You might have read recently that Rural America is in trouble. According to some pretty big thinkers, rural and small towns are losing population, losing relevance and having a brain drain. Some of these same sources claim that those of us who live outside big urban centers are hicks and kinda slow-witted. Seriously?
Mark Twain once observed that “reports of my death have been greatly exaggerated.” I suspect he might say something similar about reports of the demise of rural and small communities across America.
We moved from Washington, D.C. (northern Virginia to be precise) to Montana 13 years ago. When we lived in the “big city,” every time we came home we would drive into our garage, lock the car, lock the garage, and then unlock the door to enter our very locked-up house. The shopping mall was a favorite entertainment destination and we never met most of our neighbors. Since moving to a small town, outside is where we go for entertainment and occasionally we forget to lock a door or two. We know our neighbors and people throughout the county have become our friends. Sounds pretty good, doesn’t it?
Maybe that explains why so many Americans choose to live in rural and small towns. According to the last U.S. Census, there are 59.5 million “rural” Americans. Small, incorporated “cities,” such as Columbia Falls, Kalispell and Whitefish, house another 29 million Americans. That’s almost 90 million Americans who live in a rural area or a really small city! By way of comparison, there are more of us living the rural/small town life than there are people either over 65 or under 18. Hear that all you big thinkers?
Rural America is filled with pioneering, adventurous, entrepreneurial, generous folks. It’s also home to some unique challenges, just like, well, everywhere. As an urban ex-pat and now rural entrepreneur and champion, I’m optimistic about the future of small towns. In fact, at American Rural, we believe that there’s never been a better time to live and work in rural and small town America than right now. I look forward to sharing with you some observations about why that is and I’m grateful to the Flathead Beacon for supporting our conversation.
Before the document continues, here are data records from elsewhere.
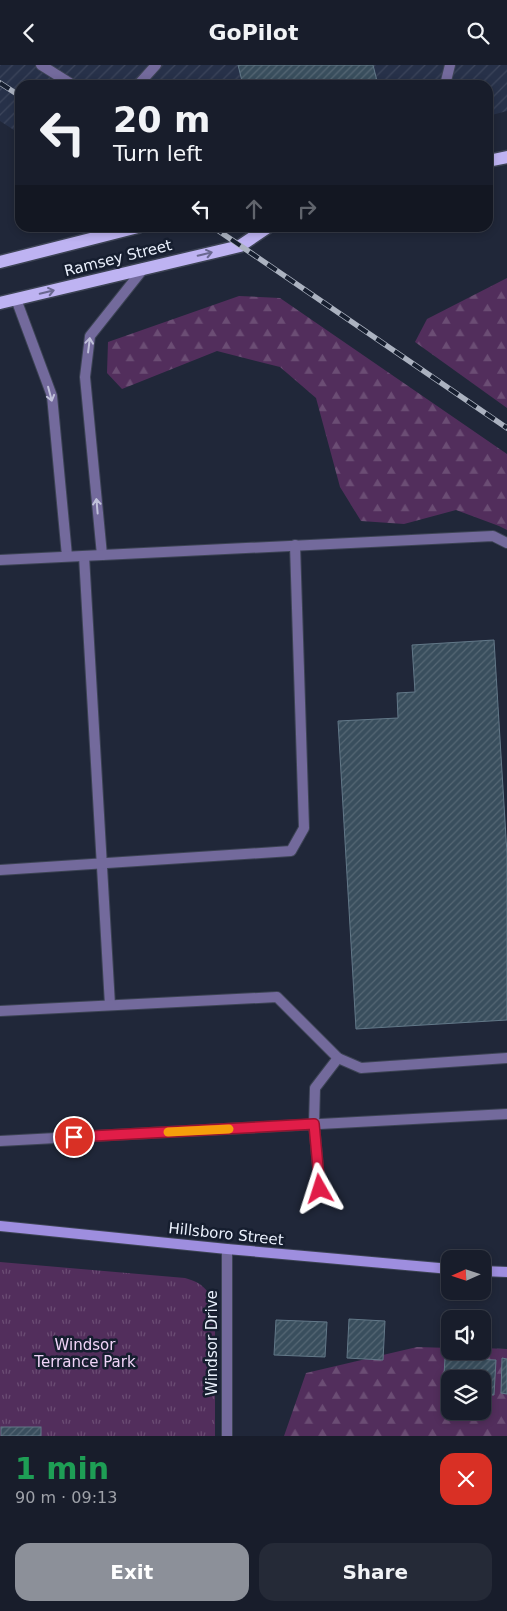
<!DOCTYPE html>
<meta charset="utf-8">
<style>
body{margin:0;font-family:"DejaVu Sans",sans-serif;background:#252a37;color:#f1f3f6;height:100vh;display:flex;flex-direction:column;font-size:19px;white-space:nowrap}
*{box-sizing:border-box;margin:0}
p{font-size:16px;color:#9fa2a9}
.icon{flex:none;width:28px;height:28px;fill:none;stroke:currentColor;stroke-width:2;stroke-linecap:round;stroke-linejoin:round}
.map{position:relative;height:1371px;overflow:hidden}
.side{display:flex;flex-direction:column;background:#181d2b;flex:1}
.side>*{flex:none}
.top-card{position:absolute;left:15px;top:15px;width:478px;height:152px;border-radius:15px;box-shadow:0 2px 8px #0003,0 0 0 1px #363b47;background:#181d2b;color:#f1f3f6;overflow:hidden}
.needle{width:32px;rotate:267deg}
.tools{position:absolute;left:441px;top:1185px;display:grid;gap:10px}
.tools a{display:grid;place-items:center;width:50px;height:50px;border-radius:10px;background:#181d2b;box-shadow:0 2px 8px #0003,0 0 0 1px #363b47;font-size:25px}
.pin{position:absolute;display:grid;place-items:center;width:42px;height:42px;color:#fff;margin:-21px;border:2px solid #fff;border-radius:50%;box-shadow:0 1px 5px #0007}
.me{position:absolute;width:55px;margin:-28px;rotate:354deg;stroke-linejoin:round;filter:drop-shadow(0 0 4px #0008)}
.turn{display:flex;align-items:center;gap:18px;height:105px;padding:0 15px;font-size:22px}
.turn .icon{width:65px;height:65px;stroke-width:2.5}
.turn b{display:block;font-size:35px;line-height:42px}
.lanes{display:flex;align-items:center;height:48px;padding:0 15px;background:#0003;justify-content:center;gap:25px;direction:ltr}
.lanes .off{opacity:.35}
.round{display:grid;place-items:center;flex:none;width:52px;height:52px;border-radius:15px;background:#252a37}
.headline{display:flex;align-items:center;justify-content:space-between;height:85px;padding:0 15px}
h1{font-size:30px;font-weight:600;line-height:38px;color:#1e9e55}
.primary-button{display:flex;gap:10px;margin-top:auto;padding:10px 15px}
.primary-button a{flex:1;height:58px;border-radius:15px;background:#8c9099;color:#fff;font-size:20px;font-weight:600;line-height:58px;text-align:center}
.primary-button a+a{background:#252a37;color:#f1f3f6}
header{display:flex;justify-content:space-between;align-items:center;height:65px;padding:0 15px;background:#181d2b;font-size:22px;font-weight:600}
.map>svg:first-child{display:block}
</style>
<header><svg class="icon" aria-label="back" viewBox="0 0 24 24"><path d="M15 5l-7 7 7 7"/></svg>GoPilot<svg class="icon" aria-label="search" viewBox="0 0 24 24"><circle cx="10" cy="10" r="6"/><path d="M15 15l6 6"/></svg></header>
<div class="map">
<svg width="507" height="1371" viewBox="0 0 507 1371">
<defs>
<pattern id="industrial-furrows" width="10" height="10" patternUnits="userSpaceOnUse" patternTransform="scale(1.25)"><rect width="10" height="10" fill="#273149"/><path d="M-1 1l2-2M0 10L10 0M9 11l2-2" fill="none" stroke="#3c455b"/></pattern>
<pattern id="forest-firs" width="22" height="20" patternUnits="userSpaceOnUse" patternTransform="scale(1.25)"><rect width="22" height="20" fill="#522e5c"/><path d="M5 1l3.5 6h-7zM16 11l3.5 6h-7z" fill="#6b4d74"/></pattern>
<pattern id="park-tufts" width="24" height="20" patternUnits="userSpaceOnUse" patternTransform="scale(1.25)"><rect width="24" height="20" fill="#522e5c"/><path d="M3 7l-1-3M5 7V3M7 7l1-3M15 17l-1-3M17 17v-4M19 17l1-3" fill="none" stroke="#6b4d74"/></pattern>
<pattern id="building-hatch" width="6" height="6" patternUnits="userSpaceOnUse" patternTransform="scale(1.25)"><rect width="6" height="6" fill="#394e5d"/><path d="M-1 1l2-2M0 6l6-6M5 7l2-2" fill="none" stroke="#566875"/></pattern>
</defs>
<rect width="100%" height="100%" fill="#202739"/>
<!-- industrial -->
<polygon fill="url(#industrial-furrows)" points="0,0 507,0 507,46 488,51 488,20 20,20 20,69 0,56"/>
<!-- forest -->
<g fill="url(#forest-firs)" fill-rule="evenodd">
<polygon points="507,213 507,343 415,277 427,254"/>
<polygon points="239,231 280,233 507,389 507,465 499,461 456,445 404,459 361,456 340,422 316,333 280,302 217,286 122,324 107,308 108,277"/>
<path d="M417 1282 450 1283V1286H482L483 1283 507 1284V1371H284L306 1308ZM450 1314H482V1346H450Z"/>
</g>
<!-- park -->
<path fill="url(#park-tufts)" d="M0 1197 185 1213C203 1218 207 1224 215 1240V1371H0Z"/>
<!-- building -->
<g fill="url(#building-hatch)" stroke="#627888">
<polygon points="238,0 373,0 378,20 243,20"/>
<polygon points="494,575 507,789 507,955 356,964 338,656 398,653 397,628 415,627 412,580"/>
<polygon points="349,1254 385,1256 383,1295 347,1293"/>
<polygon points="276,1255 327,1257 325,1292 274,1290"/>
<polygon points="445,1293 496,1295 494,1330 482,1330 482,1314 450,1314 450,1328 443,1328"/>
<polygon points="502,1293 507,1294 507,1329 501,1328"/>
<rect x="1" y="1362" width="40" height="9"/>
</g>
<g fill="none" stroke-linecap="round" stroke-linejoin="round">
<defs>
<g id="lane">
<polyline points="41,0 73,20"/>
<polyline points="138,20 156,0"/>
<polyline points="445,20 450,0"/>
<polyline points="16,234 52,331 67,491"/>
<polyline points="102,490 85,312 90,271 144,203"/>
<polyline points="84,491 110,940"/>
<polyline points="0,495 493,471 507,478"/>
<polyline points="0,805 291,786 304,763 295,480"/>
<polyline points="0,946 277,932 338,993 361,1003 507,993"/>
<polyline points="0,1076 507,1049"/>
<polyline points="320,1124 314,1059 315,1023 338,993"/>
</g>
<polyline id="street" points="227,1371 227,1184"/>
<g id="secondary">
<polyline points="0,1161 227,1184 450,1204"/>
<polyline points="482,1206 507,1207"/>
</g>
<g id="primary">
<polyline points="488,96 507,92"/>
<polyline points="0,197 138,162"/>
<polyline points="0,238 240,181 268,162"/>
</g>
</defs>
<!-- lane casing -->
<use href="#lane" stroke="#3c4354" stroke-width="12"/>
<!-- street casing -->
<use href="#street" stroke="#3c4354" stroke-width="12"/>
<!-- secondary casing -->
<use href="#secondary" stroke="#3c4354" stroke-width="12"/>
<!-- primary casing -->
<use href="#primary" stroke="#3c4354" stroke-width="15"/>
<!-- lane -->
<use href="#lane" stroke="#736a9c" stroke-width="10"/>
<!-- street -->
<use href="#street" stroke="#736a9c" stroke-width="10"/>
<!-- secondary -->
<use href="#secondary" stroke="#9e8edf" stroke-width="10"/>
<!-- primary -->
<use href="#primary" stroke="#beb3f2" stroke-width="12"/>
<defs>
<g id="rail">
<polyline points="0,18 20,31"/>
<polyline points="213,162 507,363"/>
</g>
</defs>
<!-- rail casing -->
<use href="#rail" stroke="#abb2c0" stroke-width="5.5"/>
<!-- rail -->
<use href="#rail" stroke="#161e2f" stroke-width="4" stroke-dasharray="11" stroke-linecap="butt"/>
</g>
<!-- one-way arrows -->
<defs><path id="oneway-shaft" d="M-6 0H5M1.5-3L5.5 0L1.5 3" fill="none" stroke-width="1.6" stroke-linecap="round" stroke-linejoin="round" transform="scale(1.25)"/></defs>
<g stroke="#6a6890">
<use href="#oneway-shaft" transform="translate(205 189) rotate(-13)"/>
<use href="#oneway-shaft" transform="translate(47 227) rotate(-13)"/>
</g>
<g stroke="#c0c1da">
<use href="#oneway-shaft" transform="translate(89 280) rotate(-83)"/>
<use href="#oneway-shaft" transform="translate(50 329) rotate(75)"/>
<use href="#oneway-shaft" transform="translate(97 441) rotate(-95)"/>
</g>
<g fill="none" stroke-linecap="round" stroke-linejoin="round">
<defs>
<polyline id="route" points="74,1072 314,1059 320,1124"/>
</defs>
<!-- route casing -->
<use href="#route" stroke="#92132f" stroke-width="12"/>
<!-- route -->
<use href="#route" stroke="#e11d48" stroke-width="9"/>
<!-- slow -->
<polyline stroke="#f59e0b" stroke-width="9" points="168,1067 229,1064"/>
</g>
<g text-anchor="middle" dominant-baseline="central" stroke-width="5" stroke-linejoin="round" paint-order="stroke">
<!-- street labels -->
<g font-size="15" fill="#eaf0fc" stroke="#161e2f">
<text transform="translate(118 193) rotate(-14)">Ramsey Street</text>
<text transform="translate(226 1169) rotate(6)">Hillsboro Street</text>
<text transform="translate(212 1278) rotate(-90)">Windsor Drive</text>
</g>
<!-- park labels -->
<g font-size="15" fill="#f0d4f8" stroke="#161e2f">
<text x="85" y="1280">Windsor<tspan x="85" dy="17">Terrance Park</tspan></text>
</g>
</g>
</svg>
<div class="tools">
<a><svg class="needle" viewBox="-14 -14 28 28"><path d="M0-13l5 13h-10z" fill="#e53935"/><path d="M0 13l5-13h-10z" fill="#9fa2a9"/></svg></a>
<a><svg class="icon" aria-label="sound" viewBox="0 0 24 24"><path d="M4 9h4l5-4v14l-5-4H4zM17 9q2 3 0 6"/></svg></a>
<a><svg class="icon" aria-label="layers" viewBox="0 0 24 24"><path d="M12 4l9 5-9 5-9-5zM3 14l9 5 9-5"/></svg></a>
</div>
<div class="pin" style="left:74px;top:1072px;background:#d93025"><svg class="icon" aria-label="arrive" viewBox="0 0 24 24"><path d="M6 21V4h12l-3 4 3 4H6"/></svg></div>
<svg class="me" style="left:320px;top:1124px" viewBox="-20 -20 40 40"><path d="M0-17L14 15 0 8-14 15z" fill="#e11d48" stroke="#fff" stroke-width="4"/></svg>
<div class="top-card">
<div class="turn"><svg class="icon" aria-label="left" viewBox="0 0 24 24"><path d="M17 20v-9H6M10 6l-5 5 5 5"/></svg><div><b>20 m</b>Turn left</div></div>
<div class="lanes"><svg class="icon" aria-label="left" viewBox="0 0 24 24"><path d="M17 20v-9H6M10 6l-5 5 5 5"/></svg><svg class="icon off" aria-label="ahead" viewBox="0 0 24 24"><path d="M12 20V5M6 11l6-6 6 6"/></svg><svg class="icon off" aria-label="right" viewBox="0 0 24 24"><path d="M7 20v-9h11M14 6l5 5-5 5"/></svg></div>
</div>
</div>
<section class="side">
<div class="headline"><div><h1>1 min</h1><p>90 m · 09:13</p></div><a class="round" style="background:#d93025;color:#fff"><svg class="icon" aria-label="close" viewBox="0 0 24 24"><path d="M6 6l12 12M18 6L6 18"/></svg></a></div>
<div class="primary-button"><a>Exit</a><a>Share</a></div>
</section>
By the way, my husband just bought a used truck from a nice guy near Bigfork (it’s a small town truck – no automatic door locks). The deal was sealed with a handshake. It was easy because even though we’d never met, we trusted each other… as rural folks so often do. That’s an example of social capital, a great asset in business and an abundant resource in most small communities. We’ll have a longer discussion about that soon. Until then, thanks for reading.